* [TASK] The answer should be an exact repeat of the stretch of material below from the line containing "M 386,438 L 404,475 L 378,488 L 360,451 Z" through the line containing "807,45 L 1014,145".

* [DATA FOR ANALYSIS]
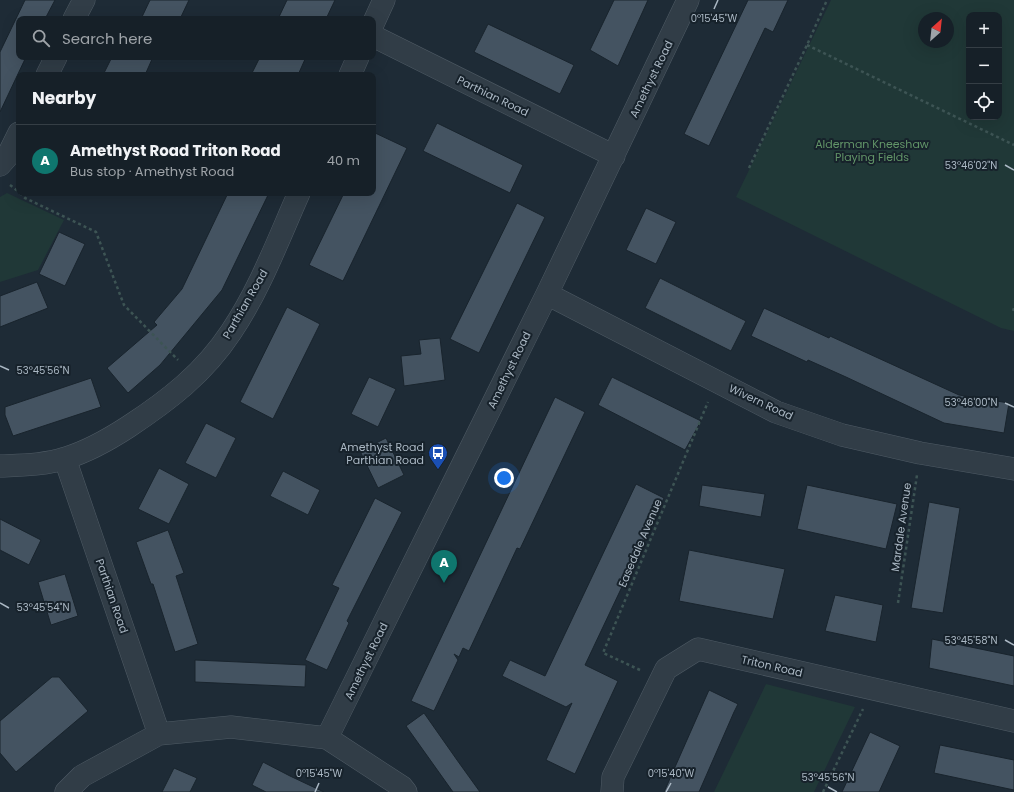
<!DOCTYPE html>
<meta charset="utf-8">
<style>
body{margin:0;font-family:Poppins,sans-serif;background:#232d34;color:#f1f3f6}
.controls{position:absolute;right:12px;top:12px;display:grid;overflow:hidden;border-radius:8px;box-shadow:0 4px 16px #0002}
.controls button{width:36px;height:36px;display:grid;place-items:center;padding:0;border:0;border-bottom:1px solid #353e45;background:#162028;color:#f1f3f6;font:20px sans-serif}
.compass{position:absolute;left:918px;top:12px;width:36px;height:36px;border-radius:50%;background:#162028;box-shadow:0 4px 16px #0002;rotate:27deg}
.you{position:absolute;left:504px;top:478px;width:14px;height:14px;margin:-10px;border:3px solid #fff;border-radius:50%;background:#1a73e8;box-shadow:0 0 0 6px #1a73e833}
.badge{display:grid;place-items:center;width:26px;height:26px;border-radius:50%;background:#0f766e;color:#fff;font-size:13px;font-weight:700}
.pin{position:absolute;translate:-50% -33px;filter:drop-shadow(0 1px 2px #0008)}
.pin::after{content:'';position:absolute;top:21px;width:14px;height:12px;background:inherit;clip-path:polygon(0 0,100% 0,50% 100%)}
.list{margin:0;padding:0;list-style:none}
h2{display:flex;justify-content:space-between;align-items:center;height:52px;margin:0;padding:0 16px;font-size:17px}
h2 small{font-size:13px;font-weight:400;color:#9ea3a8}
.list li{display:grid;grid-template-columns:26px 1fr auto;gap:12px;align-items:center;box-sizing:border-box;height:72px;padding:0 16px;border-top:1px solid #353e45}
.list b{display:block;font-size:15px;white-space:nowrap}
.list p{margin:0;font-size:13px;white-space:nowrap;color:#9ea3a8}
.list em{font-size:13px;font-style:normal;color:#9ea3a8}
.icon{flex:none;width:22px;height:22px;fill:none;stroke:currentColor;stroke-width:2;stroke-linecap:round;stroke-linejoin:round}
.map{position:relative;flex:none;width:1014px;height:792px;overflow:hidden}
.search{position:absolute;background:#162028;box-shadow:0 4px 16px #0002;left:16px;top:16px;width:360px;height:44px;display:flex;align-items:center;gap:10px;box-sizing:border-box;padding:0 14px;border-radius:8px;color:#9ea3a8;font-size:15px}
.panel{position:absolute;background:#162028;box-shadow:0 4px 16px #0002;left:16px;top:72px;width:360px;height:124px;border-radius:8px}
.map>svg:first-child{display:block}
.green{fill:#203837;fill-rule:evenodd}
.building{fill:#445361;stroke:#19242d}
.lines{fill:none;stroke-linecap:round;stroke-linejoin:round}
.minor-casing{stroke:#4f5b65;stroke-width:23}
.path{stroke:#3d5454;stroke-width:2.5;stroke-dasharray:3 3;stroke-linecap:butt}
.minor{stroke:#313d47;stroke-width:22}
.ticks{fill:none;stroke:#abb8c4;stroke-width:1.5}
.labels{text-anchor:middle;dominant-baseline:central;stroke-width:4;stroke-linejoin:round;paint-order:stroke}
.street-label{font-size:11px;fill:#abb8c4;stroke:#17222b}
.park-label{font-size:11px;fill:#629568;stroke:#17222b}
.poi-label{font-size:11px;fill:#abb8c4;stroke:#17222b;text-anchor:end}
.ticks-label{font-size:10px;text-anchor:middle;fill:#abb8c4;stroke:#17222b;stroke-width:4;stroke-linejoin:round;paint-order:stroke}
</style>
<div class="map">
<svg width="1014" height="792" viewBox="0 0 1014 792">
<rect width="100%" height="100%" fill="#1e2b36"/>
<!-- green -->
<path class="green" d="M 831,0 L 1014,0 L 1014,331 L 1001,328 L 736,197 ZM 969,15 L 999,15 L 999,117 L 969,117 ZM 924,18 L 948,18 L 948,42 L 924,42 Z
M 7,193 L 64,220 L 38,270 L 0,282 L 0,197 Z
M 766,684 L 855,707 L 814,792 L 714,792 Z"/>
<!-- building -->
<path class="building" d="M 25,0 L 55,0 L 45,19 L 19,19 L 19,57 L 26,57 L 0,112 L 0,52 Z
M 150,0 L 189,0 L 180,19 L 141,19 Z
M 287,0 L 335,0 L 326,19 L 278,19 Z
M 614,0 L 648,0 L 618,66 L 590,50 Z
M 748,0 L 788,0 L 773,32 L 765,28 L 709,146 L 684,134 Z
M 488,24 L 574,65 L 560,94 L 474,52 Z
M 112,57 L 153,57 L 145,75 L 103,75 Z
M 260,57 L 306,57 L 298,75 L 251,75 Z
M 437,123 L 523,165 L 510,193 L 423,151 Z
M 373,132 L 407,148 L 343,281 L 309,265 L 344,193 L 373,193 Z
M 228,193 L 269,193 L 222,290 L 160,365 L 128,393 L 107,368 L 157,325 L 154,322 L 182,289 Z
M 517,203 L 545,217 L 479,353 L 450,339 Z
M 646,208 L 676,222 L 656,264 L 626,250 Z
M 59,232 L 85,244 L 65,286 L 39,274 Z
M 660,278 L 746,321 L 731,351 L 645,308 Z
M 37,282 L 48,308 L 0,327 L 0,296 Z
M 287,307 L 320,324 L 273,419 L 240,402 Z
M 764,308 L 829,338 L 830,336 L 959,395 L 1009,403 L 1004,433 L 944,423 L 846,377 L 808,360 L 807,362 L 751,336 Z
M 440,338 L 445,380 L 404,386 L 401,356 L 421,354 L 419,340 Z
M 369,377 L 396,389 L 378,427 L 351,414 Z
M 612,377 L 701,421 L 685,450 L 598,405 Z
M 91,378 L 101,407 L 13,436 L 5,415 L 5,407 Z
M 555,397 L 585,412 L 520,549 L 517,548 L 469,651 L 463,648 L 459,657 L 454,654 L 458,660 L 434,711 L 411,701 Z
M 206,423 L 236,438 L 216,478 L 185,463 Z
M 386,438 L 404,475 L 378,488 L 360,451 Z
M 159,468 L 189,484 L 169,524 L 138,509 Z
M 283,471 L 320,490 L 308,515 L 270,496 Z
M 636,484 L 664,498 L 585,665 L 618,681 L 575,774 L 546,760 L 572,703 L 566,707 L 502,676 L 510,660 L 545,676 Z
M 702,485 L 765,494 L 761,517 L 699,506 Z
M 807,485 L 897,504 L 886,549 L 797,529 Z
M 375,498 L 402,512 L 347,621 L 349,623 L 327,670 L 305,660 L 339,588 L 332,585 Z
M 929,502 L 960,508 L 943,613 L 911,608 Z
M 0,519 L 41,540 L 29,565 L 0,550 Z
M 168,530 L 184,573 L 176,576 L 198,644 L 175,652 L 153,584 L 151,584 L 136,542 Z
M 689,550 L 785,569 L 773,619 L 679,601 Z
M 65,574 L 78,616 L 51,625 L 38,582 Z
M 835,595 L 883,605 L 876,642 L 825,631 Z
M 932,639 L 1014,656 L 1014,686 L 929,668 Z
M 195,660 L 306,665 L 305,687 L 195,682 Z
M 52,677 L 59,677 L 88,711 L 16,772 L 0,753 L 0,721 Z
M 709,690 L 738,704 L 734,712 L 699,792 L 664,792 Z
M 424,713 L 457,760 L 480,792 L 453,792 L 406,726 Z
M 870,732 L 900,746 L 879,792 L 842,792 Z
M 940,745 L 1014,760 L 1014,790 L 934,773 Z
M 263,762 L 290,776 L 324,792 L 266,792 L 252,785 Z
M 174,768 L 197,778 L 190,792 L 162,792 Z"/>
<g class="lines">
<!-- minor casing -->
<g class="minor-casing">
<path id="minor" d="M 74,19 L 84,0
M 373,24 L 384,0
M 373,36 L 614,156
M 47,75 L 56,57
M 350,75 L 358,57
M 0,165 L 7,157 L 19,133
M 547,294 L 776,412 L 842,435 L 920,453 L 1014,469
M 65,459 L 159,734
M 0,466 C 22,465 45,465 66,458 C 89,451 108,440 128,427 C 169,400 204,373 231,332 C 260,289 278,240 299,193
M 327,738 L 547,294 L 688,0
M 66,792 L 82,776 L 159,734 L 231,727 L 327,738 L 402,787 L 406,792
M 612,792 L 613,777 L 666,669 L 698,649 L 1014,721"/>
</g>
<!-- path -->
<path class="path" d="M 807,45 L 1014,145
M 749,168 L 807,45 L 827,0
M 10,185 L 19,192
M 20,193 L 25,198 L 96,232 L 124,305 L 178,360
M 1013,311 L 1014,308
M 898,603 L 917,475
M 640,670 L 603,653 L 708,402
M 823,792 L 863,709"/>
<!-- minor -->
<use href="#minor" class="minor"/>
</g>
<!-- ticks -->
<path class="ticks" d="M 714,9 L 718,0M 1005,165 L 1014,170M 0,366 L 9,370M 1005,403 L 1014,407M 0,603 L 9,608M 1005,640 L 1014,645M 828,787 L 837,792M 315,792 L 319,783M 666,792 L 671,783"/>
<!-- icons -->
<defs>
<g id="bus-pin" transform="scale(1)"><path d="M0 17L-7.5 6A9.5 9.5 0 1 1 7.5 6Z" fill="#1a4fb4" stroke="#17222b"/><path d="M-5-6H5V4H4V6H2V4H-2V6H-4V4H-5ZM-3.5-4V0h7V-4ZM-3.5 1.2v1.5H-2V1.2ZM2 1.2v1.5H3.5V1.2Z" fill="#fff"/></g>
</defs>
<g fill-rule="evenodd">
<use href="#bus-pin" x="438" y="453"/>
</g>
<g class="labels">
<!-- street labels -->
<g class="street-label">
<text transform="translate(651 79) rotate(-64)">Amethyst Road</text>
<text transform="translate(493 96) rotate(26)">Parthian Road</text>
<text transform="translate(245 304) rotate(-60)">Parthian Road</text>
<text transform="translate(509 370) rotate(-64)">Amethyst Road</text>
<text transform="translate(761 402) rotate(25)">Wivern Road</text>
<text transform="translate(901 527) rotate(-82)">Mardale Avenue</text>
<text transform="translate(640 543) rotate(-67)">Easedale Avenue</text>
<text transform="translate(112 596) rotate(71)">Parthian Road</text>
<text transform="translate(366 661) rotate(-64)">Amethyst Road</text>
<text transform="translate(772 666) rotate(13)">Triton Road</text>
</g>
<!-- park labels -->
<g class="park-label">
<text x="872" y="144">Alderman Kneeshaw<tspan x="872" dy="13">Playing Fields</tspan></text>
</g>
<!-- poi labels -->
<g class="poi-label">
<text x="424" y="447">Amethyst Road<tspan x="424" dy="13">Parthian Road</tspan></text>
</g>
</g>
<g class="ticks-label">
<text x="714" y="22">0°15'45"W</text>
<text x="971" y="169">53°46'02"N</text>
<text x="43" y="374">53°45'56"N</text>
<text x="971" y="406">53°46'00"N</text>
<text x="43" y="611">53°45'54"N</text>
<text x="971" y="644">53°45'58"N</text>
<text x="319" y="777">0°15'45"W</text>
<text x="671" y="777">0°15'40"W</text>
<text x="828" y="781">53°45'56"N</text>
</g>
</svg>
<div class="controls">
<button>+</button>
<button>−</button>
<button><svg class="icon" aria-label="locate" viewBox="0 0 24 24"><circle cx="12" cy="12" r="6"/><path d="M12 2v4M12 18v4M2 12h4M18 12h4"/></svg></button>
</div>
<svg class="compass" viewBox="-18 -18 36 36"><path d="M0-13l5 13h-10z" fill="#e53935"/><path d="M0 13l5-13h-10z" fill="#9ea3a8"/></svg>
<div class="you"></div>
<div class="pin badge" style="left:444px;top:583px">A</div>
<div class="search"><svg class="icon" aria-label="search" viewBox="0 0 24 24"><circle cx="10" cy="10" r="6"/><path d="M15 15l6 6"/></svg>Search here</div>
<section class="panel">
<h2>Nearby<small></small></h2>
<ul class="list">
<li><span class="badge">A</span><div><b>Amethyst Road Triton Road</b><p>Bus stop · Amethyst Road</p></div><em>40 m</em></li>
</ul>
</section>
</div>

* [EXERCISE OUTPUT]
M 386,438 L 404,475 L 378,488 L 360,451 Z
M 159,468 L 189,484 L 169,524 L 138,509 Z
M 283,471 L 320,490 L 308,515 L 270,496 Z
M 636,484 L 664,498 L 585,665 L 618,681 L 575,774 L 546,760 L 572,703 L 566,707 L 502,676 L 510,660 L 545,676 Z
M 702,485 L 765,494 L 761,517 L 699,506 Z
M 807,485 L 897,504 L 886,549 L 797,529 Z
M 375,498 L 402,512 L 347,621 L 349,623 L 327,670 L 305,660 L 339,588 L 332,585 Z
M 929,502 L 960,508 L 943,613 L 911,608 Z
M 0,519 L 41,540 L 29,565 L 0,550 Z
M 168,530 L 184,573 L 176,576 L 198,644 L 175,652 L 153,584 L 151,584 L 136,542 Z
M 689,550 L 785,569 L 773,619 L 679,601 Z
M 65,574 L 78,616 L 51,625 L 38,582 Z
M 835,595 L 883,605 L 876,642 L 825,631 Z
M 932,639 L 1014,656 L 1014,686 L 929,668 Z
M 195,660 L 306,665 L 305,687 L 195,682 Z
M 52,677 L 59,677 L 88,711 L 16,772 L 0,753 L 0,721 Z
M 709,690 L 738,704 L 734,712 L 699,792 L 664,792 Z
M 424,713 L 457,760 L 480,792 L 453,792 L 406,726 Z
M 870,732 L 900,746 L 879,792 L 842,792 Z
M 940,745 L 1014,760 L 1014,790 L 934,773 Z
M 263,762 L 290,776 L 324,792 L 266,792 L 252,785 Z
M 174,768 L 197,778 L 190,792 L 162,792 Z"/>
<g class="lines">
<!-- minor casing -->
<g class="minor-casing">
<path id="minor" d="M 74,19 L 84,0
M 373,24 L 384,0
M 373,36 L 614,156
M 47,75 L 56,57
M 350,75 L 358,57
M 0,165 L 7,157 L 19,133
M 547,294 L 776,412 L 842,435 L 920,453 L 1014,469
M 65,459 L 159,734
M 0,466 C 22,465 45,465 66,458 C 89,451 108,440 128,427 C 169,400 204,373 231,332 C 260,289 278,240 299,193
M 327,738 L 547,294 L 688,0
M 66,792 L 82,776 L 159,734 L 231,727 L 327,738 L 402,787 L 406,792
M 612,792 L 613,777 L 666,669 L 698,649 L 1014,721"/>
</g>
<!-- path -->
<path class="path" d="M 807,45 L 1014,145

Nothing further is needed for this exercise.